Document Type

Thesis

Date of Degree Completion

Summer 2021

Degree Name

Master of Science (MS)

Department

Law and Justice

Committee Chair

Cody Stoddard

Second Committee Member

Todd Schaefer

Third Committee Member

Robert Claridge

Abstract

Immigration has remained one of the most controversial political debates throughout the United States. Research has yet to fully examine the effects of political affiliation of federal districts on sentencing outcomes for specific immigration offenses. To fill the gaps in research, this study compares political affiliation of federal districts among immigration offenses to determine variations in sentencing outcomes. Data included Presidential and House of Representative votes for the 2016 election and Monitoring of Federal Sentencing for the fiscal years of 2015-2016. Analysis includes case processing/legal variables, defendant characteristics, and political affiliation.

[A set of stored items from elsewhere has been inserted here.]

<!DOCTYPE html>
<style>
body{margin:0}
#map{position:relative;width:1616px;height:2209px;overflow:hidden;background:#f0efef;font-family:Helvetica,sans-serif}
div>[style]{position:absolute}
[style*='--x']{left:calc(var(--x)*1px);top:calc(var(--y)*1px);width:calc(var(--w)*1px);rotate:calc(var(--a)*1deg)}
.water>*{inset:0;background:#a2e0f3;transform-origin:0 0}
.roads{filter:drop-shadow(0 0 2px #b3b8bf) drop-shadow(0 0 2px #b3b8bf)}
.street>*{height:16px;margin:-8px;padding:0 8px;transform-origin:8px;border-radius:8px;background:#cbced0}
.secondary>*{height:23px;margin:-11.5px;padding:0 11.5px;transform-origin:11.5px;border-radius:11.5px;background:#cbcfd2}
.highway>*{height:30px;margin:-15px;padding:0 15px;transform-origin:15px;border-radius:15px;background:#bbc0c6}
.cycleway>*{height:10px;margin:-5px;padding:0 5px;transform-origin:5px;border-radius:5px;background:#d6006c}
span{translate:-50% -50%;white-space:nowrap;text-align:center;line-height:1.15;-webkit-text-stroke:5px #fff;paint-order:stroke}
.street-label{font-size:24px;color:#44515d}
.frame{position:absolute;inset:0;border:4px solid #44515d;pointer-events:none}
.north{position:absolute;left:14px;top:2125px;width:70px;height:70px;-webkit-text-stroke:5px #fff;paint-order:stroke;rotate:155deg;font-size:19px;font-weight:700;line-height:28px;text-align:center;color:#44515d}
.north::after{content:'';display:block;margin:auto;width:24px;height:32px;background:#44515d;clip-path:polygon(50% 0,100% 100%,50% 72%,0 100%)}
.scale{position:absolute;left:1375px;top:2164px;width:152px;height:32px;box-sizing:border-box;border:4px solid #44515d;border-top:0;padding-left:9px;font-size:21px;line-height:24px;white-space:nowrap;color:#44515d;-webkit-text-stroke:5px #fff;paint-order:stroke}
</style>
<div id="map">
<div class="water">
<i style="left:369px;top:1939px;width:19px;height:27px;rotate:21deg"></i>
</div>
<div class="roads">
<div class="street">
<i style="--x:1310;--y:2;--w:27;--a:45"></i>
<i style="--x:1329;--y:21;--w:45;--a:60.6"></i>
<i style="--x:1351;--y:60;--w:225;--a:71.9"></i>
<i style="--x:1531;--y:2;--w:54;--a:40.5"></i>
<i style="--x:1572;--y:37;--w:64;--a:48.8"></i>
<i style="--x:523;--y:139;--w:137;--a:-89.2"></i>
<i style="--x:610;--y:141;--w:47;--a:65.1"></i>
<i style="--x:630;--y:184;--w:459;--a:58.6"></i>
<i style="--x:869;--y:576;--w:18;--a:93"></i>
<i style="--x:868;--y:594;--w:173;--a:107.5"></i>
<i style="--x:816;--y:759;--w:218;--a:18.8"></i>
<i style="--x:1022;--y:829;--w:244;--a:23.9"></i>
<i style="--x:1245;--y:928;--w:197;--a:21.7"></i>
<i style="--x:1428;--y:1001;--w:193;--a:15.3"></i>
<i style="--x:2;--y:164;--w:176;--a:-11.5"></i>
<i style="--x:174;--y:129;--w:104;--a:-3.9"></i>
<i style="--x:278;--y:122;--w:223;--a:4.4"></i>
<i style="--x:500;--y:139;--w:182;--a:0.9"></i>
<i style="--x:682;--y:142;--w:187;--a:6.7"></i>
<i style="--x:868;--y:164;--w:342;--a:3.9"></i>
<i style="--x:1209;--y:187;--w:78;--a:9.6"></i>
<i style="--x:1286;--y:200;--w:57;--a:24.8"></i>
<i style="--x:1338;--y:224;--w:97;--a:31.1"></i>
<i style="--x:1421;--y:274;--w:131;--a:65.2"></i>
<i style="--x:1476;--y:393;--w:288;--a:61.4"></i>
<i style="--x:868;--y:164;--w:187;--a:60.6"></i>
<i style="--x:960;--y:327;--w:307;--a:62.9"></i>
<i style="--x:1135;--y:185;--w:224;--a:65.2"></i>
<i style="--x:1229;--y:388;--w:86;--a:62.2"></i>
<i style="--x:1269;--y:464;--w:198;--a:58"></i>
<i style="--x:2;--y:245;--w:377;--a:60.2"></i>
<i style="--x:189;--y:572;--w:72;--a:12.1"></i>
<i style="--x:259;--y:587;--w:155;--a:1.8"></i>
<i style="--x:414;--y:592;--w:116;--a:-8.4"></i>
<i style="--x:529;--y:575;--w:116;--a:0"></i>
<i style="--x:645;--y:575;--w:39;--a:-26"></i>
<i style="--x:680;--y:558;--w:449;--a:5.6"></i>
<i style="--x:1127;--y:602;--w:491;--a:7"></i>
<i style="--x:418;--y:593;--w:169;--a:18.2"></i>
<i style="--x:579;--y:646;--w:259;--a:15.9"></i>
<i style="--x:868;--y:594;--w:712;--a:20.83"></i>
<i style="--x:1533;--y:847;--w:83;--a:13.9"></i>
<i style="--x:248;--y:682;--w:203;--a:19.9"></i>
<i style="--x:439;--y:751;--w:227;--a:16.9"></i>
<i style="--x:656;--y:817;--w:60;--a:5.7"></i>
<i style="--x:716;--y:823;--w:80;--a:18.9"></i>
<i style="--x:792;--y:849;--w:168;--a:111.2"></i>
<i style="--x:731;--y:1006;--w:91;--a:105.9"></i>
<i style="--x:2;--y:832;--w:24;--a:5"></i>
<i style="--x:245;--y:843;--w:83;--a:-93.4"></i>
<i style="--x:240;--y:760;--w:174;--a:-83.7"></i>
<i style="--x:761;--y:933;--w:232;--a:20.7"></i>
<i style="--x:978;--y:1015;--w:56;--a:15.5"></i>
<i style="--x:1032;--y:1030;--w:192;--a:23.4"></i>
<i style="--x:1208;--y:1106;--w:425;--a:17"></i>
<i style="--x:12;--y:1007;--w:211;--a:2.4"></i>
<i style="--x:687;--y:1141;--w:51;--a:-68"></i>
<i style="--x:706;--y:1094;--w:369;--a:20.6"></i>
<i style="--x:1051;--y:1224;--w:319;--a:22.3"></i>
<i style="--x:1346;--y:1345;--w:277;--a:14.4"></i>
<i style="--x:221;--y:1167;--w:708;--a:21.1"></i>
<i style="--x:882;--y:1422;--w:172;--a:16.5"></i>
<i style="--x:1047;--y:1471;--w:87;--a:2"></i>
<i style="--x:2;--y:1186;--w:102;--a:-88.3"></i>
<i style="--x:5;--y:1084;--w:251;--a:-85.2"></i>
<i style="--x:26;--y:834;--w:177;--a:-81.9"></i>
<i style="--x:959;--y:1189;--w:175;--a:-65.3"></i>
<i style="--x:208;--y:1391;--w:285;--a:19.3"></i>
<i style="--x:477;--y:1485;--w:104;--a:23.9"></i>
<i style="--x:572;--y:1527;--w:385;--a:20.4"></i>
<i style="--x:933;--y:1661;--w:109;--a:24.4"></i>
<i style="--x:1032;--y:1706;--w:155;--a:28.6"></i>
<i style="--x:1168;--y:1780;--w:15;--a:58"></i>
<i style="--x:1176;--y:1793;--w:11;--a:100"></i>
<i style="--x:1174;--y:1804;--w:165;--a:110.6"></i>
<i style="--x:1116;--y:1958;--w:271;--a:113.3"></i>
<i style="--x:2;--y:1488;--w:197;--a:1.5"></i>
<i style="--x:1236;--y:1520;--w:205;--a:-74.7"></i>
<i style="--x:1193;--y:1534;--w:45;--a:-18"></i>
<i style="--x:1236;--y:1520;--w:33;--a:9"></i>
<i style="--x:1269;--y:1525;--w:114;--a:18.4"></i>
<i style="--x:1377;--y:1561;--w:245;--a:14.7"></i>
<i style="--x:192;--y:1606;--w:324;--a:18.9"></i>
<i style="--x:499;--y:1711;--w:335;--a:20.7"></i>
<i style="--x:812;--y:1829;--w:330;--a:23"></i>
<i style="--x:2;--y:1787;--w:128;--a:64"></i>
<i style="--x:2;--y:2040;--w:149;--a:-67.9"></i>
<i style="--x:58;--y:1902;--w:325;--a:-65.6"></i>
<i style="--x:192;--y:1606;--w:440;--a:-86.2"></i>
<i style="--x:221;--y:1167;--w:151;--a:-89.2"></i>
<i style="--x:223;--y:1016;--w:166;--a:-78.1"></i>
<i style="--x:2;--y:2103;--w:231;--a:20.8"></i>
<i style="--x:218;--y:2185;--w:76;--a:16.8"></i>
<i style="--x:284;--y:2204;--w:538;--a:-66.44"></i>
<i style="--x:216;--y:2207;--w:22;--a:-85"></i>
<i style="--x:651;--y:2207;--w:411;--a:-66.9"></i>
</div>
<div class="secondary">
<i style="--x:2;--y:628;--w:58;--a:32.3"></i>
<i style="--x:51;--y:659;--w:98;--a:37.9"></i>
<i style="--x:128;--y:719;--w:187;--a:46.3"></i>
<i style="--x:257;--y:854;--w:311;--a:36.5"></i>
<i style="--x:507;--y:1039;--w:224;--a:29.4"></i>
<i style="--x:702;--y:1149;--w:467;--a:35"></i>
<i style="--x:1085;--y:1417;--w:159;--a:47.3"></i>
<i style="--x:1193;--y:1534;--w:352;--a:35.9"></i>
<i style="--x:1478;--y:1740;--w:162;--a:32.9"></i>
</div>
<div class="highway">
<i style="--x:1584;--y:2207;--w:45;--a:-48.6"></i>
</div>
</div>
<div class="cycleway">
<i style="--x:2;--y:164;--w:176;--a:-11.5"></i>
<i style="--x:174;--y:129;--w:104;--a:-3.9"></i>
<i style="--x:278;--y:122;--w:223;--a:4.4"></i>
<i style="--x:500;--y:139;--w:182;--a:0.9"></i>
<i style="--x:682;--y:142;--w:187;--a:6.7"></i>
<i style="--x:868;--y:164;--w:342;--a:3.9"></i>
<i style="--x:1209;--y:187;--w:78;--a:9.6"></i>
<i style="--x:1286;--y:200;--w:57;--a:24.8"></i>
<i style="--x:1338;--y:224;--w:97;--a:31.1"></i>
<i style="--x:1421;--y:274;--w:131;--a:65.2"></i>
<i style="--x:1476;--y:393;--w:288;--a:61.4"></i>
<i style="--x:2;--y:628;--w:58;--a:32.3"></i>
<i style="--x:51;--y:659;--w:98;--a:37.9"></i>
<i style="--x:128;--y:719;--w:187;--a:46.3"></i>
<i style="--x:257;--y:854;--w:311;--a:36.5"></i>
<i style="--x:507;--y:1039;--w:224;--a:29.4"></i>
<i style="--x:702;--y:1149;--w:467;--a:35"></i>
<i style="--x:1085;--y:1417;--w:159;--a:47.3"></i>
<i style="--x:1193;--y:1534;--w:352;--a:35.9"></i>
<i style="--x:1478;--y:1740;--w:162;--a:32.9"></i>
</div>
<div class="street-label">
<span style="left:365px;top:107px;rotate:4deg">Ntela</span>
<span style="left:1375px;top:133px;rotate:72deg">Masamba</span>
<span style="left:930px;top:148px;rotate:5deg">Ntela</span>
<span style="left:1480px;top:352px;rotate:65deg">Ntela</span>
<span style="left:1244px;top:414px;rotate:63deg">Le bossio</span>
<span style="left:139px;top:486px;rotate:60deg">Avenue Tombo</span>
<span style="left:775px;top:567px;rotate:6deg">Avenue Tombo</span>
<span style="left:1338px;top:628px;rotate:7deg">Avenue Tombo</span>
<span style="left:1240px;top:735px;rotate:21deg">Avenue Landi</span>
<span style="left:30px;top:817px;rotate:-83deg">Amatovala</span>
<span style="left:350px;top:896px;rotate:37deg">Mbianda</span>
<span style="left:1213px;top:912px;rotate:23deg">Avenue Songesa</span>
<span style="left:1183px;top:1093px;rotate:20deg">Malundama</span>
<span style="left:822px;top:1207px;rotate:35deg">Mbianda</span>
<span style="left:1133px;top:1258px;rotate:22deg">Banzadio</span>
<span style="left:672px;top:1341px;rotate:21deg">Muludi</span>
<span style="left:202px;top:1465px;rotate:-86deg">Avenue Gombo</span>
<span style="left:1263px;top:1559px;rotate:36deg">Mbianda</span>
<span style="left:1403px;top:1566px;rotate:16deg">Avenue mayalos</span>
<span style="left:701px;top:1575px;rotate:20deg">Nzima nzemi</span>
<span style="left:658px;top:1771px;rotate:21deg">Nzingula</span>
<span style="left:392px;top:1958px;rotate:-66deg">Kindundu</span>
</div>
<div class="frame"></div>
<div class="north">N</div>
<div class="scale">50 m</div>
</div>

To analyze political affiliation, a binary logistic regression was used for an in/out decision and a linear regression was used to determine sentence length in months. Following previous research, findings suggest that case processing and legal variables have a stronger influence on sentencing outcomes when compared to defendant characteristics. Results indicated that among illegal re-entry offenses, districts labeled as Republican were less likely to provide defendants with a prison sentence when compared to districts labeled as Democratic. However, districts labeled as Republican on average provided defendants with longer sentences when compared to districts labeled as Democratic.